- Born: Raymond Whitehead McDaniel, Jr. January 5, 1958 (age 67)
- Education: Colgate University (BA) Emory University (JD)
- Occupation(s): President and chief executive officer of Moody's Corporation
- Known for: Moody's Corporation

= Raymond W. McDaniel Jr. =

American financial executive (born 1958)

Raymond Whitehead McDaniel, Jr. (born January 5, 1958) is an American financial executive. He is chairman of Moody's Corporation, the parent company of Moody's Investors Service and Moody's Analytics.

==Education==
McDaniel earned a B.A. in political science from Colgate University, and a J.D. from Emory University School of Law. In 1984 McDaniel was admitted to the New York State Bar.

==Career==

===Moody's Corporation===
McDaniel joined Moody's Investors Service in New York in 1987 as an analyst in Asset Securitization. In 2001 he became president of Moody's Investors Service, and was elected to the Moody's Corporation board of directors in 2003. McDaniel became chief operating officer of Moody's Corporation in January 2004. From October 2004 until April 2005 McDaniel served as president of Moody's Corporation. In April 2005, McDaniel was named chairman and CEO of Moody's Corporation He served as the chairman of the board of directors from 2005 to 2012, when Henry McKinnell was named Chairman of the Board of Directors. In 2012, as part of the decision to split the role of chairman and CEO, he again became president of Moody's Corporation, where he currently oversees the company's two divisions; Moody's Investors Service and Moody's Analytics.

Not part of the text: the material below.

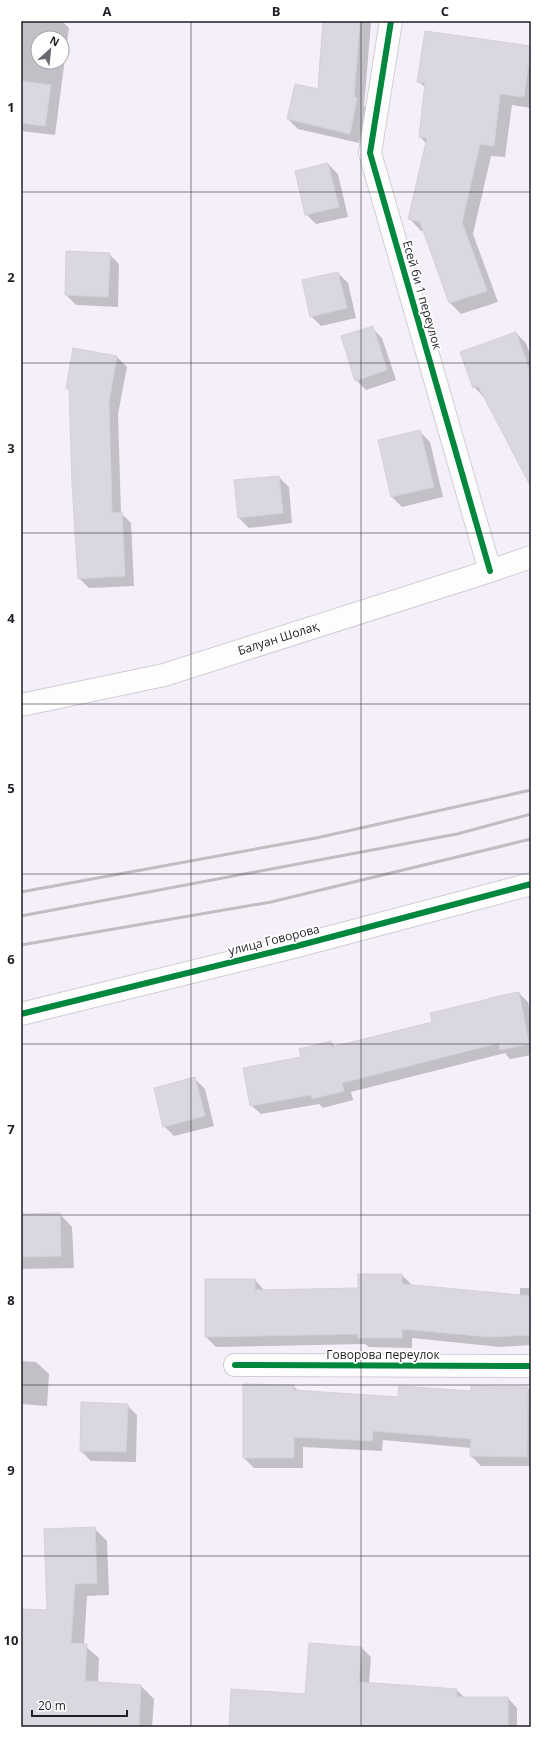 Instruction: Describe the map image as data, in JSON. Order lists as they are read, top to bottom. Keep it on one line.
{"streets":{"street":["Есей би 1 переулок","Балуан Шолақ","улица Говорова","Говорова переулок"]},"crossings":[["Есей би 1 переулок","Балуан Шолақ"]],"scale_bar":"20 m","north":"top right","grid":{"columns":["A","B","C"],"rows":["1","2","3","4","5","6","7","8","9","10"]}}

Other positions held by McDaniel during the course of his Moody's career include managing director and executive vice president within the Global Ratings and Research division of Moody's Investors Service. He also held the roles of managing director for Moody's Europe in London and managing director for international operations, which designs and manages regional expansion in Asia, Europe, and the Americas. According to Moody's Corporation, under McDaniel's leadership, the company has expanded its reach into new worldwide markets and broadened the range of new products, experiencing the best financial performance in the company's history

Between 2007 and 2009, Moody's and other credit rating agencies were the subject of criticism for their ratings of subprime mortgage backed securities. McDaniel testified regarding the ratings at U.S. congressional hearings on multiple occasions, where he stated he was "deeply disappointed with the performance of ratings associated with the housing sector."

In 2010, McDaniel was the subject of some media scrutiny due to sales of company stock prior to a drop in Moody's share value, and coincident with the company's receipt of a Wells notice from the SEC. Although some observers expressed skepticism about McDaniel's actions amid the timing of the stock sales, Moody's stated that McDaniel's sales had been part of a pre-arranged plan under SEC Rule 10b5-1.

Moody’s and other credit rating agencies were again the subject of scrutiny with respect to the European Sovereign crisis. In March 2012, McDaniel published an article on Moody’s website called "A Solution for the Credit Rating Agency Debate" in which he urged public institutions frustrated with private-sector credit ratings to start a public credit-ratings firm that could provide "competing views".

At the Milken Institute Global Conference in May 2011, McDaniel cautioned against using ratings in a "mechanistic" way, where changes in rating automatically produce market effects. He had previously advised that investors should use ratings as a tool rather than a specific market strategy, in testimony before the Financial Crisis Inquiry Commission in 2010. He has endorsed rules and regulations that increase market transparency and quality of ratings, as long as they do not interfere with the independence of ratings content produced by private agencies.

===Other positions held===
McDaniel joined the board of directors of the Council for Economic Education (then the National Council on Economic Education) in 2003, and has helped expand its workshops in New York City public schools. In September 2005, he joined the board of directors of the global publishing company John Wiley & Sons. McDaniel has appeared as a speaker at the Milken Institute Global Conference in 2011 and 2012.